I actually agree that it would be wise to examine each asset one by one. I did it mid way through the project to iron out issues with object normals but I think before I release the standalone exe version I'll do that.
For the windows, I was looking into interior mapping to get a better depth effect going but I don't know too much about how to accomplish that effect. I know there's some documentation out there but as of now the only ones I saw were for UE3. I think it's something I'll need to delve into for the standalone but we'll see what I come up with. If not interior mapping then probably a height offset. I just went with the yellow glow because it was what I'm used to but I'm thinking even that won't cut it anymore now.

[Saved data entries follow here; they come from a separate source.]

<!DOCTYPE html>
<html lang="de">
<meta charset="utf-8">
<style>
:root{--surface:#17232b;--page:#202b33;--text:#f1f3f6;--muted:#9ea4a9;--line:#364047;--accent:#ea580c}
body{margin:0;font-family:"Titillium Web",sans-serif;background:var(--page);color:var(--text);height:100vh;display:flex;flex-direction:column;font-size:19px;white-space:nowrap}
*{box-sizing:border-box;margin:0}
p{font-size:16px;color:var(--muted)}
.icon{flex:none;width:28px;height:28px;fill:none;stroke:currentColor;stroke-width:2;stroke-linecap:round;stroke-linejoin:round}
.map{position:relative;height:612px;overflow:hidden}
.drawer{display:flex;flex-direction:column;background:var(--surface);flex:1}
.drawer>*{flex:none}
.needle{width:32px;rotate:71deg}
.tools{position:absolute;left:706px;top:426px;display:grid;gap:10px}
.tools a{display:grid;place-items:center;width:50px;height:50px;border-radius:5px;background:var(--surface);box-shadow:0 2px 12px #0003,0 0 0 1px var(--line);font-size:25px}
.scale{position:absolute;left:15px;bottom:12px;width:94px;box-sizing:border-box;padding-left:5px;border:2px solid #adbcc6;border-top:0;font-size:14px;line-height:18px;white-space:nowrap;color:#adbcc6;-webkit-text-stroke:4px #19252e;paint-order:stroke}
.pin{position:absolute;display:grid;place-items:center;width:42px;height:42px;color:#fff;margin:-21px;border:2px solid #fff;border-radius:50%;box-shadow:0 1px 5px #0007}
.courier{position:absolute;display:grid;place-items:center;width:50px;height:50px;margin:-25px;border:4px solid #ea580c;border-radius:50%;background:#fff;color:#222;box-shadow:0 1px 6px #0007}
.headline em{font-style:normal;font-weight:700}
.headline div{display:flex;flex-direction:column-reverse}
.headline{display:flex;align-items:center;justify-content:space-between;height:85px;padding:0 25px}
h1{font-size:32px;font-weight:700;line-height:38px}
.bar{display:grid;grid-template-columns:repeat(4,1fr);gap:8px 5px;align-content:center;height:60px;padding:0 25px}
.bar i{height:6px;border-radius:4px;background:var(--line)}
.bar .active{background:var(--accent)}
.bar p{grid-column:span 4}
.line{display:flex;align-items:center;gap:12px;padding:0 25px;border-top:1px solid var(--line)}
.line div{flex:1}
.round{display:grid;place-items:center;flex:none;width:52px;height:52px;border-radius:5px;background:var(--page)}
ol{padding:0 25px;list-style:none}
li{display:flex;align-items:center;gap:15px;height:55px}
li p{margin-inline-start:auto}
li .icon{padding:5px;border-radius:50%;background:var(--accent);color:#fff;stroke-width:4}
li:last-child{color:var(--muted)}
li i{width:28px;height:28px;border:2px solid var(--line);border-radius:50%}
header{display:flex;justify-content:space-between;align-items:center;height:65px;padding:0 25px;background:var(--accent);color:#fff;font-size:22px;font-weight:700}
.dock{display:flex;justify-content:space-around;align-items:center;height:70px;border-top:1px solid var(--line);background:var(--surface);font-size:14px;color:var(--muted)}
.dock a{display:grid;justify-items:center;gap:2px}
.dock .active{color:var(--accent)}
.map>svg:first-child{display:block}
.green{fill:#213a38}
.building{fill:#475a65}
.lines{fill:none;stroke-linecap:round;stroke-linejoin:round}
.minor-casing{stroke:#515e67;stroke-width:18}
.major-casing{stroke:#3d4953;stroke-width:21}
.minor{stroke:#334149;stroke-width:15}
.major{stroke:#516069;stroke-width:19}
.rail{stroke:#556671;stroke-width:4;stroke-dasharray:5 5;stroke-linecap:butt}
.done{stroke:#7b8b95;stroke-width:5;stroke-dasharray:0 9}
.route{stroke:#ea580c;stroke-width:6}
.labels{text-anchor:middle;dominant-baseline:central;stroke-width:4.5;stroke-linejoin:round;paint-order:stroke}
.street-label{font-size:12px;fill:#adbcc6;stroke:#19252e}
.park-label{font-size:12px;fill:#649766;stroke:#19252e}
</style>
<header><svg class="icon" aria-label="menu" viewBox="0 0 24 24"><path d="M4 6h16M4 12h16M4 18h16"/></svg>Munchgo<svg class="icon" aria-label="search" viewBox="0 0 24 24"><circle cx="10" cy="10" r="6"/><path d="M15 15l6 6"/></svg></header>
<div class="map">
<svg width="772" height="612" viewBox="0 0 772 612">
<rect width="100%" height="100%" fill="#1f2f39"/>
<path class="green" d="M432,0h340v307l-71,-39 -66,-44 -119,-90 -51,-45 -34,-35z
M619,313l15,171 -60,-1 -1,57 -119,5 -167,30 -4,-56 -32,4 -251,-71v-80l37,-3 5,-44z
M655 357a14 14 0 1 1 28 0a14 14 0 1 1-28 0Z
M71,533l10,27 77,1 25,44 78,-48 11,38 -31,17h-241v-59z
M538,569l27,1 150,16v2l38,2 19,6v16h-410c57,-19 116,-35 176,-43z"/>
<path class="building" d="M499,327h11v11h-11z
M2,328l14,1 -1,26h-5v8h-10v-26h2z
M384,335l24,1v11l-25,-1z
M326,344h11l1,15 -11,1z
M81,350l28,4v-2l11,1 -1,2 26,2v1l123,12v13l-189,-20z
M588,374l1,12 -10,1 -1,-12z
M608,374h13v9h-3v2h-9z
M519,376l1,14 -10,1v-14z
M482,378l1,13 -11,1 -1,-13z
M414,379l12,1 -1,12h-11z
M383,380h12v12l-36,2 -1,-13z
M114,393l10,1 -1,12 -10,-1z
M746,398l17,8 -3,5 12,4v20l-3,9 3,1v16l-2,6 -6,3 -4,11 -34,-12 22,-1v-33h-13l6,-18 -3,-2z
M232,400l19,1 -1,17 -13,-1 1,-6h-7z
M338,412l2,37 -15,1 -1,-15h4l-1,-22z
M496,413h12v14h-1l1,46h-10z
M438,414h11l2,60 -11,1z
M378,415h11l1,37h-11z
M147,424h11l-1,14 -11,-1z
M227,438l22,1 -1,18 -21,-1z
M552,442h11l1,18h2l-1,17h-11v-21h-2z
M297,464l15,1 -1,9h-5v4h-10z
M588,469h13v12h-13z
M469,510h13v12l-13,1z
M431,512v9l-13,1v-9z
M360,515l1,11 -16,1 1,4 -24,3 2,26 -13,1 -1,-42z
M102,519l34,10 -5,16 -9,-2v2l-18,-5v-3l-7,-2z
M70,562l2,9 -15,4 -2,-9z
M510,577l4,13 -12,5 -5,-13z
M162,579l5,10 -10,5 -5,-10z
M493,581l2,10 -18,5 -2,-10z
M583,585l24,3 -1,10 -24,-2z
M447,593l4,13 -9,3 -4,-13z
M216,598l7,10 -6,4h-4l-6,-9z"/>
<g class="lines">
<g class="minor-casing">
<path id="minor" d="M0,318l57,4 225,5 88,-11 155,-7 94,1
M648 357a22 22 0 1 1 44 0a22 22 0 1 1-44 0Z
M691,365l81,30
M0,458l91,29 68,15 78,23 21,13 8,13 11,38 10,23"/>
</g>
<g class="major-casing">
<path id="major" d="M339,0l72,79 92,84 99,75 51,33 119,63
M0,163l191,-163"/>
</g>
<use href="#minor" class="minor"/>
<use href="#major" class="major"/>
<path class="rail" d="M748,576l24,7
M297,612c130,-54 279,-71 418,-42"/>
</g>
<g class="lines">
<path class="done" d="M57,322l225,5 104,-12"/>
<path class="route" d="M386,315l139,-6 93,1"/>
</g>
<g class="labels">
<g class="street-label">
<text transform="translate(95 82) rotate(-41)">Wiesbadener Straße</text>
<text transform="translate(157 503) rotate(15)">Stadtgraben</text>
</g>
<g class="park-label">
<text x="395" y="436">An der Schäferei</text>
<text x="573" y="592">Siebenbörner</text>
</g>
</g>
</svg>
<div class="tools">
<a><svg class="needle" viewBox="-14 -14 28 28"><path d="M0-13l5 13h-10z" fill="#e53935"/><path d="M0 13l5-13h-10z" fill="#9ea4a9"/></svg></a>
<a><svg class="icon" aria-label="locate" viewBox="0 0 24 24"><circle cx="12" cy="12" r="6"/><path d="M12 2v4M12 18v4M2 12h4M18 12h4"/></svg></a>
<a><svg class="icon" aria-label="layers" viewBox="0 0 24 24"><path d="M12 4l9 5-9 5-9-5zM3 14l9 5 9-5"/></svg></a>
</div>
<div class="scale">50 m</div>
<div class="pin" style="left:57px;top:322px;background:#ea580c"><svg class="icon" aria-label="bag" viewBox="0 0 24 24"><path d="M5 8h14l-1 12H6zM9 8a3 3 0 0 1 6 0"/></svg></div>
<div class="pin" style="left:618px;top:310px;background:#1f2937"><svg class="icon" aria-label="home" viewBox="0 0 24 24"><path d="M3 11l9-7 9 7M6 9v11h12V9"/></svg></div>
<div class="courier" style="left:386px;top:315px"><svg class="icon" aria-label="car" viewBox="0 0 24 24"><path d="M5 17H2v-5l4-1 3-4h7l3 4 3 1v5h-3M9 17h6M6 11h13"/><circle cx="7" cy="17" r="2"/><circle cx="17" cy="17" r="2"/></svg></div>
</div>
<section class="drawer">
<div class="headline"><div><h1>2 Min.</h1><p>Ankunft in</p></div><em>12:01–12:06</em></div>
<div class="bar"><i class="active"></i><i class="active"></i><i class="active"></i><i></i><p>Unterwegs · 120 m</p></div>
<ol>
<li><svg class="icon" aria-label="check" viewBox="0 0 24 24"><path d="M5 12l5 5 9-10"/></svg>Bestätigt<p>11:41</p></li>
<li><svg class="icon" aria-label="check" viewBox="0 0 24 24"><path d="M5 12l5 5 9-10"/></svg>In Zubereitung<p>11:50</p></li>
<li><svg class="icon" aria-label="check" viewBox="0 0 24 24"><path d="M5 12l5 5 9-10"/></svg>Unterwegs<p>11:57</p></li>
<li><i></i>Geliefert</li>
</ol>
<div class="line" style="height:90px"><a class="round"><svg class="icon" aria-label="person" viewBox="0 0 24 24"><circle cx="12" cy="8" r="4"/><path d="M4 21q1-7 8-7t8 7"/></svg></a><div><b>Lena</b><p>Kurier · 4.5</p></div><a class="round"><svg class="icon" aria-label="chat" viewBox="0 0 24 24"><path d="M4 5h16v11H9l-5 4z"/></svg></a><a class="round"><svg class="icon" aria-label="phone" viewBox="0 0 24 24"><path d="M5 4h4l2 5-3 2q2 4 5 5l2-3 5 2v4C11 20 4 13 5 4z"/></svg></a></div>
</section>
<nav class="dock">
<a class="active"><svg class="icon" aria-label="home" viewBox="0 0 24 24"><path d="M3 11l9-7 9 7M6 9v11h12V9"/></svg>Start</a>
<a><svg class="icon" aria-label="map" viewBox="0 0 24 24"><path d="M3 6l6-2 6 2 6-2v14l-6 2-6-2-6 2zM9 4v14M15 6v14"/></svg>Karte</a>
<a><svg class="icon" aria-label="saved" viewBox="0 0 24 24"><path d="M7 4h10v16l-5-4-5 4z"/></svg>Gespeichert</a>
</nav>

These are really good points though and it definitely helps to have a second set of eyes to point out the things I can't even see because I've been staring at the same scene for too long.
Thanks.
Things like:
Adding curved kerbs/pavement at crossroads and the dip in the pavement for pedestrian crossing.
There's a lot of rain but I don't see any drainage on the road or kerb. There's hard edges on your kerbs as well.
You could add a few more polys on your yellow & red Chinese lanterns.
You could offset the rotation on some of your street furniture as they are all perfectly straight.
Did you create a specific roof top for your modular buildings? On some of the buildings It's feels like the space between the top floor and roof is too tight, just needs a extra roof trim.
By deciding to use a lot of trims for your building facade you create a lot of small horizontal and vertical shapes which can make it very busy on the eyes, visually noisy. You could break it up and use larger simpler surfaces to give more breathing space and would create a much better balance of contrast.
Despite all of these details I think you've capture the atmosphere of the concept pretty well.